Microcredito al via. Quale spazio per il nonprofit?

E’ in via di completamento il quadro regolamentare per il microcredito. Si tratta di un processo avviatosi oltre quattro anni fa, con la riforma del Testo unico bancario (TUB) dell’agosto 2010, quando il legislatore italiano ha definito per legge ciò che nel mondo è inteso genericamente come il finanziamento di piccoli importi a persone che non trovano accesso al credito per la realizzazione dei propri progetti di lavoro o di vita. 


L’articolo 111 del TUB ha fissato un tetto (fino a 25 mila euro per i prestiti finalizzati ad attività produttive, fino a 10 mila per il soddisfacimento di bisogni sociali primari) e definito un modello di gestione (non basta il prestito, devono essere forniti servizi ausiliari, dalla formazione al bilancio famigliare).

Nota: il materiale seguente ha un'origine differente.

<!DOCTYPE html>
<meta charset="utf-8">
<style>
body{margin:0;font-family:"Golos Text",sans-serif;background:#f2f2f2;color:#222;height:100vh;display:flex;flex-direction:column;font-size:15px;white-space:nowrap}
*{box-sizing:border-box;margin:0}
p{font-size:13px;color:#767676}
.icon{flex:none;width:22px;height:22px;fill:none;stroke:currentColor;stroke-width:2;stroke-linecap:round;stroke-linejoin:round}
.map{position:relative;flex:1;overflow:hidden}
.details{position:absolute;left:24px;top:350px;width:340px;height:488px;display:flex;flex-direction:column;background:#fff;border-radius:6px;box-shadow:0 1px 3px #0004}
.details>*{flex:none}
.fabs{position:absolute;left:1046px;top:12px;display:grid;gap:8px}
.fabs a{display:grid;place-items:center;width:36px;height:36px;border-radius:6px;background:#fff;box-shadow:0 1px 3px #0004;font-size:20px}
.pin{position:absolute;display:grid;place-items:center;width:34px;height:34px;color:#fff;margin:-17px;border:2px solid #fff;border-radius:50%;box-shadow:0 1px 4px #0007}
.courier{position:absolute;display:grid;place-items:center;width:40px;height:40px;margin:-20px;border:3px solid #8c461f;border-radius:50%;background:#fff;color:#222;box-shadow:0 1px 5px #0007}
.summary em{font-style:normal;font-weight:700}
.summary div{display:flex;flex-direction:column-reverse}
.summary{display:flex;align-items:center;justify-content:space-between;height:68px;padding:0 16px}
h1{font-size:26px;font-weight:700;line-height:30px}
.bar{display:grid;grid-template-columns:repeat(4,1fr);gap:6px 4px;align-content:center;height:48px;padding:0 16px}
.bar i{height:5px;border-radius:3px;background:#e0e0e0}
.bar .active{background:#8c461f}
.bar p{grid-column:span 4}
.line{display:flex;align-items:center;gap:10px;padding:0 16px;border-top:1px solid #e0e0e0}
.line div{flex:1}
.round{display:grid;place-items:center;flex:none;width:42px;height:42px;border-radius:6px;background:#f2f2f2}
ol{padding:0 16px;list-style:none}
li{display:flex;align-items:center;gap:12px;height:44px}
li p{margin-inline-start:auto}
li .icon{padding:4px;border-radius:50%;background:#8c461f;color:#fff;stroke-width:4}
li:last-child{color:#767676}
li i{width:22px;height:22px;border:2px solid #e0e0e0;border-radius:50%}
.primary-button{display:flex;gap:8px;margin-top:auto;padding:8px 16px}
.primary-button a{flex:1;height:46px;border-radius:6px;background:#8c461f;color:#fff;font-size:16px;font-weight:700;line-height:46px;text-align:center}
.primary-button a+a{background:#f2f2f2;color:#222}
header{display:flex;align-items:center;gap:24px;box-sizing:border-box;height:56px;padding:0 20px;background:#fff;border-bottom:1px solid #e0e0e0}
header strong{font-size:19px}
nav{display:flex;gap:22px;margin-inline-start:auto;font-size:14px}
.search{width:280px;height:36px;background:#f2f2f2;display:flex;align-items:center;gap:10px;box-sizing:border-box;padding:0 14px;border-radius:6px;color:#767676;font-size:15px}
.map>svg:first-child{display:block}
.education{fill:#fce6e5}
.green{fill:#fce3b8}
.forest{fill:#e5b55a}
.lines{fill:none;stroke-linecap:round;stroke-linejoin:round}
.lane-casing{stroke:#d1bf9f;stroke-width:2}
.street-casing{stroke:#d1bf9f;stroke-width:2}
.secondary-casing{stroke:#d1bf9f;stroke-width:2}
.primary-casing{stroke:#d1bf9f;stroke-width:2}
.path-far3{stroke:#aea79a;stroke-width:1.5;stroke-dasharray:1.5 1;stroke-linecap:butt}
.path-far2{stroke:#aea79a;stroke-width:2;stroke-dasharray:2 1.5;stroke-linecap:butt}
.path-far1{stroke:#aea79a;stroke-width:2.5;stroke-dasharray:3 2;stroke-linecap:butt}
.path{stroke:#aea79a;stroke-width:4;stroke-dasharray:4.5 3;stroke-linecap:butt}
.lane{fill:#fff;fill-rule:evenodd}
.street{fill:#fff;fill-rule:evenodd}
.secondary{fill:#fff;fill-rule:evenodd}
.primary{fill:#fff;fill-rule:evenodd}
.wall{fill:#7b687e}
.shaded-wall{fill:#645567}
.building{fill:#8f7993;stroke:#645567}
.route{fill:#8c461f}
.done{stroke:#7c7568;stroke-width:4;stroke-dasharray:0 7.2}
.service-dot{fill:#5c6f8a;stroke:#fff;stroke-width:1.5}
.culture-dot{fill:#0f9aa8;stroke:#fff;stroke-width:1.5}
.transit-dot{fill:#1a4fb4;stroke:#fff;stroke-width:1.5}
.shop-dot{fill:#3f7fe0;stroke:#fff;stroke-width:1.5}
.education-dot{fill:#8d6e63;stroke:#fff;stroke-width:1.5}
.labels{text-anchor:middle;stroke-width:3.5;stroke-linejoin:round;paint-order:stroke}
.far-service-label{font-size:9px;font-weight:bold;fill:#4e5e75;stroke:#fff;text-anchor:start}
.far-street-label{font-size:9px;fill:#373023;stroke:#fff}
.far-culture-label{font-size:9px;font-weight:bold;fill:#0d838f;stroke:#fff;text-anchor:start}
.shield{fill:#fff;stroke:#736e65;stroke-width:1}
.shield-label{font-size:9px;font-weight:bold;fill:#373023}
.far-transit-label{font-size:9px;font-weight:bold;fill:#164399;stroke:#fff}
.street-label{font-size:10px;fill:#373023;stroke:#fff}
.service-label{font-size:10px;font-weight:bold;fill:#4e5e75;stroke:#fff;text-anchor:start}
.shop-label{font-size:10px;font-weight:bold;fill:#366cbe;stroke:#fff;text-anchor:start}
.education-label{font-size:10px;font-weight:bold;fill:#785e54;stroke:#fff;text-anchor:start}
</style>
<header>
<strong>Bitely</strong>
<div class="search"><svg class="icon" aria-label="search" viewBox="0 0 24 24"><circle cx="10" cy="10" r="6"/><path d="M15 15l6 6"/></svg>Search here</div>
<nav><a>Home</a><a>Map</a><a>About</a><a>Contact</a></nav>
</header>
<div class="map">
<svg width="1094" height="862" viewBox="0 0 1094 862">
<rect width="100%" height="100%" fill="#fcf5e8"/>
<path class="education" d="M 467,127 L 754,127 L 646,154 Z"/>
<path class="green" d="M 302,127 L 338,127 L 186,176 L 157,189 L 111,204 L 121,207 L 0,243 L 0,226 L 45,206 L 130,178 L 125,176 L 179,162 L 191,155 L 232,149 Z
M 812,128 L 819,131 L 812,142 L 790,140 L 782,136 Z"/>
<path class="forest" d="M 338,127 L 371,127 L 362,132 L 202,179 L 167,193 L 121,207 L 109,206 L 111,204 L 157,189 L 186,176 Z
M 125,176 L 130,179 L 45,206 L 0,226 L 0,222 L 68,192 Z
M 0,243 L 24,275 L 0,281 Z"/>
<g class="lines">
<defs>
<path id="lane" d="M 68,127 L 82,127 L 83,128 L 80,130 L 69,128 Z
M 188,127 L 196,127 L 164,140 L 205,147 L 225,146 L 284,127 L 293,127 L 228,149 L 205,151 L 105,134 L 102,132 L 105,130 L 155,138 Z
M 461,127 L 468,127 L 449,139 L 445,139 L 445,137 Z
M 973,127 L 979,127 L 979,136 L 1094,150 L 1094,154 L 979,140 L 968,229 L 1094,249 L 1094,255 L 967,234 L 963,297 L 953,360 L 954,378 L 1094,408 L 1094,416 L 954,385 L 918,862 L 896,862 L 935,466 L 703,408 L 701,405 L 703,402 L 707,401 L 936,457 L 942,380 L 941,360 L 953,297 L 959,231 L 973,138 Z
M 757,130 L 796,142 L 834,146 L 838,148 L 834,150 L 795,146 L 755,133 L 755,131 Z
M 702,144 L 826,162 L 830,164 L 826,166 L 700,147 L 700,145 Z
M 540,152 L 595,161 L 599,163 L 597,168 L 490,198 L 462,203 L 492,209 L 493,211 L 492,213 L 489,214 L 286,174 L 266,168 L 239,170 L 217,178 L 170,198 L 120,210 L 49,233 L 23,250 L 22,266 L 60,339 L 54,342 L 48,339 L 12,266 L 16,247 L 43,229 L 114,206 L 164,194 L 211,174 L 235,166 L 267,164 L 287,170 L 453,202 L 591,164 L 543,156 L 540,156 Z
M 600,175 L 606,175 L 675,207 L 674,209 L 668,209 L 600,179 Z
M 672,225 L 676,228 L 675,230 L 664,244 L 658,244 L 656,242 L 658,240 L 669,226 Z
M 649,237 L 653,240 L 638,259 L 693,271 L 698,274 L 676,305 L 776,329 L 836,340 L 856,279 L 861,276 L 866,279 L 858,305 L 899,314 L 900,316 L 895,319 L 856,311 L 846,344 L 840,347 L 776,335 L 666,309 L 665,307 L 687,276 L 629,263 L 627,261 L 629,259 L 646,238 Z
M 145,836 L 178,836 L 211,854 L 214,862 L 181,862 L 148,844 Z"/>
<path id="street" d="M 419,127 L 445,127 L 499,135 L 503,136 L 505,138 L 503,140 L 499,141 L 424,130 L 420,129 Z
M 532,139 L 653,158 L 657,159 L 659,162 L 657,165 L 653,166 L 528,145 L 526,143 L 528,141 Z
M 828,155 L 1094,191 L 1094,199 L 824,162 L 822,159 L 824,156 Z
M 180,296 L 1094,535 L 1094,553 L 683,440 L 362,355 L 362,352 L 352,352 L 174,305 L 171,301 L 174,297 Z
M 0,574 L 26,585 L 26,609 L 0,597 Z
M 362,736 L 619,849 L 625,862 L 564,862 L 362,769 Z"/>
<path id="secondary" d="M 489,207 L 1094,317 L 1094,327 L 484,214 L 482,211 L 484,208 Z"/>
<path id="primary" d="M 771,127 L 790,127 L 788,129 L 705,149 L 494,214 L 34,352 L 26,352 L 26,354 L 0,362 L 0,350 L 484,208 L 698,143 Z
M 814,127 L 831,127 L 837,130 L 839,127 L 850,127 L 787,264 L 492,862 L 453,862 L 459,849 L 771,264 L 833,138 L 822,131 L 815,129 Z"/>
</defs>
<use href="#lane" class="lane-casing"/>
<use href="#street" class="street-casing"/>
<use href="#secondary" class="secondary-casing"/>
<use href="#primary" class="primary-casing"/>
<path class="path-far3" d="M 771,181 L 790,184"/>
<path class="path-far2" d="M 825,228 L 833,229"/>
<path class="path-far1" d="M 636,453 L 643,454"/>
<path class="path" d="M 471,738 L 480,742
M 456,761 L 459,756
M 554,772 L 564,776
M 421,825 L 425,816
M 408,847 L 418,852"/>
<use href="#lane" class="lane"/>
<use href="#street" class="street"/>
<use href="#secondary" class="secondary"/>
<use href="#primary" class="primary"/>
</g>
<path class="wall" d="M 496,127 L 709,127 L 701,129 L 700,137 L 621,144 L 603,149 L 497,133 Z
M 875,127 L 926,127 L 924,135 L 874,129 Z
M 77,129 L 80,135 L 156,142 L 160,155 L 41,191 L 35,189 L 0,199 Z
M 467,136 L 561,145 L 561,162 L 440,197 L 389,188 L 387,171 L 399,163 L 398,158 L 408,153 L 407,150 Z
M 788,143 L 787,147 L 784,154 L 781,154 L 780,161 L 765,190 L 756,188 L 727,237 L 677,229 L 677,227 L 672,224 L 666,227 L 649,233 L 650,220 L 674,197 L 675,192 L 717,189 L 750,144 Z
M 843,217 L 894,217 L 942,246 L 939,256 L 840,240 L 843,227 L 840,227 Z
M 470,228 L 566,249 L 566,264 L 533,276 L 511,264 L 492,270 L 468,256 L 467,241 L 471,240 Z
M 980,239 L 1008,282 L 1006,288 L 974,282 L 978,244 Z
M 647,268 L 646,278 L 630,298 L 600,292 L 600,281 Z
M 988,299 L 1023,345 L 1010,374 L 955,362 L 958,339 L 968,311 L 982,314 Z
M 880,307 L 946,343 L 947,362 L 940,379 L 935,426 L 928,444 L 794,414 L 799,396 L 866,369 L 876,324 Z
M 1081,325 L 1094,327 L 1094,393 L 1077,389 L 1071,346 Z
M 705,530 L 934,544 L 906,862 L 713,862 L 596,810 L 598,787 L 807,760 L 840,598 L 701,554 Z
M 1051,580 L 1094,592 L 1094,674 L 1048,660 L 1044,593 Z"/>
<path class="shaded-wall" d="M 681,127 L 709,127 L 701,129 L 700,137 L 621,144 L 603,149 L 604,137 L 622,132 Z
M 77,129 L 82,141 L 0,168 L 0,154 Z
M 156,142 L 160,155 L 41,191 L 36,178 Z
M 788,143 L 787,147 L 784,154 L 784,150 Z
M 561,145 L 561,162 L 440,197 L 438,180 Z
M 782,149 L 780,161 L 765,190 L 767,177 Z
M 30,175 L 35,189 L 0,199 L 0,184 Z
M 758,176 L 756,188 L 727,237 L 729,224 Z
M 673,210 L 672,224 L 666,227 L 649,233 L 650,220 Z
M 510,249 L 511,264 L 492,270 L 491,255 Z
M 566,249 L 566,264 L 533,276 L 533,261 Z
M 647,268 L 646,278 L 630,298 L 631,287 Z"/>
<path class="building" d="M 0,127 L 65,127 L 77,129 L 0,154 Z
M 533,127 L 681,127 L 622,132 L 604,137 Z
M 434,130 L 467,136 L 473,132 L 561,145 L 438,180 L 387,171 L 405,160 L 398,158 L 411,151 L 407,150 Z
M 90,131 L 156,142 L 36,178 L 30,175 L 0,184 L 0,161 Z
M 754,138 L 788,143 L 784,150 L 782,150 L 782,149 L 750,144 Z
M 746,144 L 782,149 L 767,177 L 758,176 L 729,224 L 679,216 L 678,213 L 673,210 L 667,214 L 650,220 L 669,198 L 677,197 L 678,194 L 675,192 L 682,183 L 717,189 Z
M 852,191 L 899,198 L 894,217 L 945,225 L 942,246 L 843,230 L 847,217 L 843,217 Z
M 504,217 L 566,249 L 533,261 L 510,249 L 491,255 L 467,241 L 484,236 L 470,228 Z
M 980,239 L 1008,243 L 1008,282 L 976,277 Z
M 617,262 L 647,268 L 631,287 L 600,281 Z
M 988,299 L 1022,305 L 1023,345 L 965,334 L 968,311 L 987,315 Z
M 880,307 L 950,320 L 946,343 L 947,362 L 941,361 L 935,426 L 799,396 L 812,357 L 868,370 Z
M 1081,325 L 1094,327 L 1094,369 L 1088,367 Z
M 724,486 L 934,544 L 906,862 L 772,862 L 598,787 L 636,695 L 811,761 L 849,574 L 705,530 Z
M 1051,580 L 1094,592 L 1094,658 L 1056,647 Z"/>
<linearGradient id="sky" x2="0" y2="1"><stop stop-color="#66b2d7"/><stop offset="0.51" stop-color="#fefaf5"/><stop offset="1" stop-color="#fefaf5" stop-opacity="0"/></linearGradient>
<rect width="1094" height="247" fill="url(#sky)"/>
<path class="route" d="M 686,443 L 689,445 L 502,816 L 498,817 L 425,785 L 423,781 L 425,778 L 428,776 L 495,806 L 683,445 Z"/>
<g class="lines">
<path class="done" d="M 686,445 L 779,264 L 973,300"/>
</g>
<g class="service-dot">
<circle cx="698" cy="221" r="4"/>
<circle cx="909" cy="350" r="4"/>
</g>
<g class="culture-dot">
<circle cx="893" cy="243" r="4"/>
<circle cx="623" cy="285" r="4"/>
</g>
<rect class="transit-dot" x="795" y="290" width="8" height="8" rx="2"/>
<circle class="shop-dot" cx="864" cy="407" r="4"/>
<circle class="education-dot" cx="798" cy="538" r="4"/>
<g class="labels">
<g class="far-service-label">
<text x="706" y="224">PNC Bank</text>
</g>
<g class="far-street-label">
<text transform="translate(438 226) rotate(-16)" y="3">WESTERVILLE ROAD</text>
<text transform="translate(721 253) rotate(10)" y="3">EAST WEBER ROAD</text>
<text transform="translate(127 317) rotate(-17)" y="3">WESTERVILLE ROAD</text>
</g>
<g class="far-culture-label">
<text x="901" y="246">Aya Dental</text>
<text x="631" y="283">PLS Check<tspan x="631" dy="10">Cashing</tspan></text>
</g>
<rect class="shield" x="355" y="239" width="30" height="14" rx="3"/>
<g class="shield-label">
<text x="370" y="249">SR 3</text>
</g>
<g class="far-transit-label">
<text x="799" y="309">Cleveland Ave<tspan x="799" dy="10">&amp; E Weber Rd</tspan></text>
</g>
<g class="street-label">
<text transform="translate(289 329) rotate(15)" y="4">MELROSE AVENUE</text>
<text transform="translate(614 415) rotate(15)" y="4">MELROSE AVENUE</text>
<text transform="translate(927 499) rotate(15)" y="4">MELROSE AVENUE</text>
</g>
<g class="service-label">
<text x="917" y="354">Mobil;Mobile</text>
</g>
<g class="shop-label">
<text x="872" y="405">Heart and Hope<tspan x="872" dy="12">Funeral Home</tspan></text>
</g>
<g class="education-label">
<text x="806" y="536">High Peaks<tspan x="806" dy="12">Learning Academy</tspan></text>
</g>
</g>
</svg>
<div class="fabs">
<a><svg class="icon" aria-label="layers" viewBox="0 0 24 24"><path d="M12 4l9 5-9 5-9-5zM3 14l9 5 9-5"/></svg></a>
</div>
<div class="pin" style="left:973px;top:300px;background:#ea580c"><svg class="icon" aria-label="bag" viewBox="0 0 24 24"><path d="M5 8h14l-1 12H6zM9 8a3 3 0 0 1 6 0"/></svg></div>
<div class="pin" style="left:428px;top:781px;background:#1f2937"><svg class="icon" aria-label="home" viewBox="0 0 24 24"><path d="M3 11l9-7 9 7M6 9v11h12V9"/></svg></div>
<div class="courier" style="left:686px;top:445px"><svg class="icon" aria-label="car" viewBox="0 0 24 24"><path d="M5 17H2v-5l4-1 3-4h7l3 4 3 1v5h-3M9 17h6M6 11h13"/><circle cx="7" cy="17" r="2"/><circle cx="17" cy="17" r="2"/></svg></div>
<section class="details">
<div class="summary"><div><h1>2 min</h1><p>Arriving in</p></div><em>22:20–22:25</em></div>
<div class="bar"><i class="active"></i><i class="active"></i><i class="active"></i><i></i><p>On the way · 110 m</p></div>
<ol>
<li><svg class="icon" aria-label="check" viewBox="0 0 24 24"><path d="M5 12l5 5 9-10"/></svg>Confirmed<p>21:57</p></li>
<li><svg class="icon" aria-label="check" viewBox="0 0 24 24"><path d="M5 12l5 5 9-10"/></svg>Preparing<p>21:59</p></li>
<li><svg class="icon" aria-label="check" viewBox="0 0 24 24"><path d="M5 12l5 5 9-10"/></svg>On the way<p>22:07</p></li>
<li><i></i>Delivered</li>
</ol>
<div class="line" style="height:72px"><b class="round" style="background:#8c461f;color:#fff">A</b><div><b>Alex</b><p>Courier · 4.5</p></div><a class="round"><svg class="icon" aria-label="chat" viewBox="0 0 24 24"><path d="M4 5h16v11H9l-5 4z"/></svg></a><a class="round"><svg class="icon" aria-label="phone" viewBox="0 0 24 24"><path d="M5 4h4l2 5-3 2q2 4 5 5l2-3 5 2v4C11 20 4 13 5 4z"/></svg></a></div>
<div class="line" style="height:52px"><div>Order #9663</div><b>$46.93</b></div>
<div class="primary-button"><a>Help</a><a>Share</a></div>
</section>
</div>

Con riferimento ai beneficiari, ha disegnato un perimetro: persone fisiche, società di persone, associazioni e cooperative per il prestito “produttivo”; solo persone fisiche in condizioni di vulnerabilità per quello “sociale”. E poi ha stabilito chi può svolgere tale attività: società per azioni, in accomandita per azioni, a responsabilità limitata, cooperativa, aventi come oggetto esclusivo il microcredito. Per questi soggetti le operazioni di prestito sociale non devono mai essere prevalenti rispetto a quelle con finalità produttiva.

La legge ha lasciato al Ministero dell’economia e delle finanze il compito di emanare un decreto di attuazione, giunto solo a fine anno (n. 176 del 17 ottobre 2014). Complice la difficile fase economica, non sorprende che siano molto cresciute, nel frattempo, le aspettative verso i benefici che il microcredito potrà portare a cittadini e piccole imprese.

Aspettative che in parte rimarranno deluse. Il decreto ministeriale ha infatti definito in modo ostinatamente pignolo molti aspetti che la norma aveva solo tratteggiato. Per motivi di spazio non si può qui entrare nel dettaglio, ma si evidenzia che le scelte compiute dal Governo appaiono fortemente “restrittive”, con il rischio di soffocare in culla le potenzialità e le prospettive di sviluppo di questo nascente comparto creditizio. Troppi limiti alla platea dei beneficiari, troppe rigidità sulle operazioni ammissibili, quel paletto sui costi del credito "sociale" che volendo tutelare i beneficiari rischia di scoraggiare gli operatori professionali (l’80% del tasso medio può infatti non essere “sostenibile” anche per operatori non speculativi).

Vi sono però degli spiragli interessanti per gli enti senza scopo di lucro. Già nella norma primaria è stabilito che anche soggetti nonprofit potranno erogare prestiti sociali, seppur a condizioni calmierate (“a tassi adeguati a consentire il mero recupero delle spese sostenute dal creditore”). Il decreto riserva tale facoltà ad associazioni con personalità giuridica, fondazioni, società di mutuo soccorso, cooperative onlus, che svolgano il microcredito in via esclusiva o “congiuntamente” all’esercizio di un’attività che abbia obiettivi di inclusione sociale e finanziaria. E la questione del costo del credito è definita in modo più puntuale prendendo a riferimento il tasso medio rilevato da Banca d’Italia e moltiplicandolo per un coefficiente pari a 0,4, che diviene la soglia da non superare. Poco per un’attività imprenditoriale, ma interessante per chi abbia finalità filantropiche (e ad esempio raccolga provvista con donazioni o prestiti a tasso zero). O anche per chi svolga questa attività in via accessoria e strumentale rispetto ad altri servizi alla persona: non è insolito infatti che nel lavoro di assistenza agli anziani, recupero dei minori, integrazione dei migranti ci si imbatta in situazioni di disagio (anche) finanziario. Ora c’è la possibilità di attrezzarsi con una risposta pronta, consentita dalla legge e personalizzabile in base alla propria missione e alla tipologia di utenza.

Ciò che prima si affrontava cercando di “sensibilizzare” il direttore della banca, approccio dal successo sempre più improbabile ai tempi dell’Unione bancaria europea, ora può essere strutturato in una relazione professionale in coerenza col nuovo quadro regolamentare. Dove, ad esempio, una banca può fornire provvista ad un soggetto nonprofit che si fa carico di erogare direttamente i microcrediti. 

Non che sia cosa semplice: scriveva Cechov che “il credito è un fuoco”. Ma la sfida per l’inclusione finanziaria merita di essere accettata. Un buon banco di prova per il nonprofit stremato dalla crisi e in cerca di efficaci e originali risposte ai crescenti bisogni sociali.